The lower house of parliament approved on Friday a reform of Germany's complex federal system aimed at speeding up decision-making, giving Chancellor Angela Merkel one of her first big legislative victories.
The overhaul is one of three key pieces of legislation that conservative Merkel needs to push through in order to improve the cohesion and effectiveness of her seven-month-old grand coalition with the Social Democrats. Despite last-minute wrangling with the Social Democrats, the Bundestag approved the reform with the necessary two-thirds majority.
"With this project we are displaying our courage to make changes," Merkel said before the vote, acknowledging its importance for the coalition's credibility.
The current federal system was designed as a check on centralised power after World War Two and the reforms are the first major overhaul since the Federal Republic was created. The veto power wielded by Germany's 16 states in the Bundesrat upper house has been blamed for torpedoing reform efforts over the past decade.
In return for curbing the power that their representatives have to block legislation, the changes grant the states more independence in determining certain matters such as education, the judicial system and shop-opening hours.
The federal government will in future lead environmental and atomic energy policy. Social Democrat (SPD) parliamentary leader Peter Struck said Berlin would also monitor the states' new responsibilities. "We would be prepared to step in if necessary," he said. Culminating years of negotiations between the federal government and the states, 428 members of the lower house voted for the measure on Friday, with 162 voting against and three abstaining.

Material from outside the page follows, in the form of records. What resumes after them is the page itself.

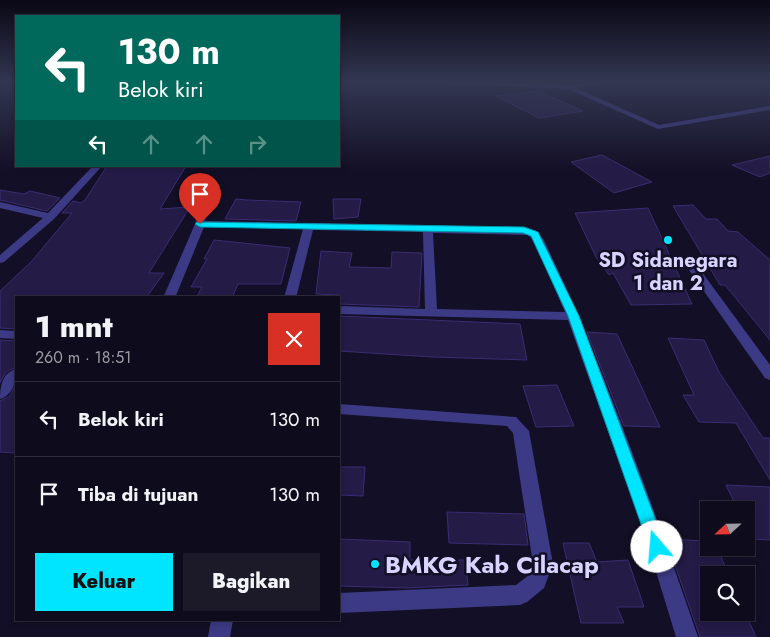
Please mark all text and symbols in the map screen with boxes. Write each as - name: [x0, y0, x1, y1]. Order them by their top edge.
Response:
- text: 130 m: [118, 27, 220, 77]
- icon: left: [35, 35, 100, 100]
- text: Belok kiri: [118, 73, 204, 105]
- icon: left: [84, 130, 112, 158]
- icon: ahead: [137, 130, 165, 158]
- icon: ahead: [190, 130, 218, 158]
- icon: right: [243, 130, 271, 158]
- pin: [179, 173, 221, 224]
- icon: arrive: [186, 180, 214, 208]
- marker: SD Sidanegara 1 dan 2: [662, 234, 674, 246]
- place label: SD Sidanegara 1 dan 2: [598, 246, 738, 298]
- text: 1 mnt: [35, 305, 113, 348]
- button: close: [268, 313, 320, 365]
- text: 260 m · 18:51: [35, 346, 132, 369]
- icon: left: [35, 405, 63, 433]
- text: Belok kiri: [78, 406, 164, 433]
- text: 130 m: [269, 406, 320, 433]
- icon: arrive: [35, 480, 63, 508]
- text: Tiba di tujuan: [78, 481, 198, 508]
- text: 130 m: [269, 481, 320, 508]
- north arrow: [700, 501, 755, 556]
- map controls: [700, 501, 755, 621]
- position arrow: [630, 520, 682, 572]
- place label: BMKG Kab Cilacap: [385, 547, 599, 582]
- button: Keluar: [35, 553, 173, 611]
- button: Bagikan: [183, 553, 320, 611]
- marker: BMKG Kab Cilacap: [369, 558, 381, 570]
- button: search: [700, 566, 755, 621]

The upper house of state representatives will vote on it next Friday and is also expected to approve it. The government has vowed to start discussing a second stage of reform, involving finances, after the summer.
Until the last, the SPD had resisted measures to cede federal government control over education policy to the states, a majority of which are controlled by conservative governments. However, a compromise was found allowing the federal government to support research and other university projects. In addition to federalism, the government also wants to overhaul the creaking healthcare system and make changes to the corporate tax regime to boost competitiveness.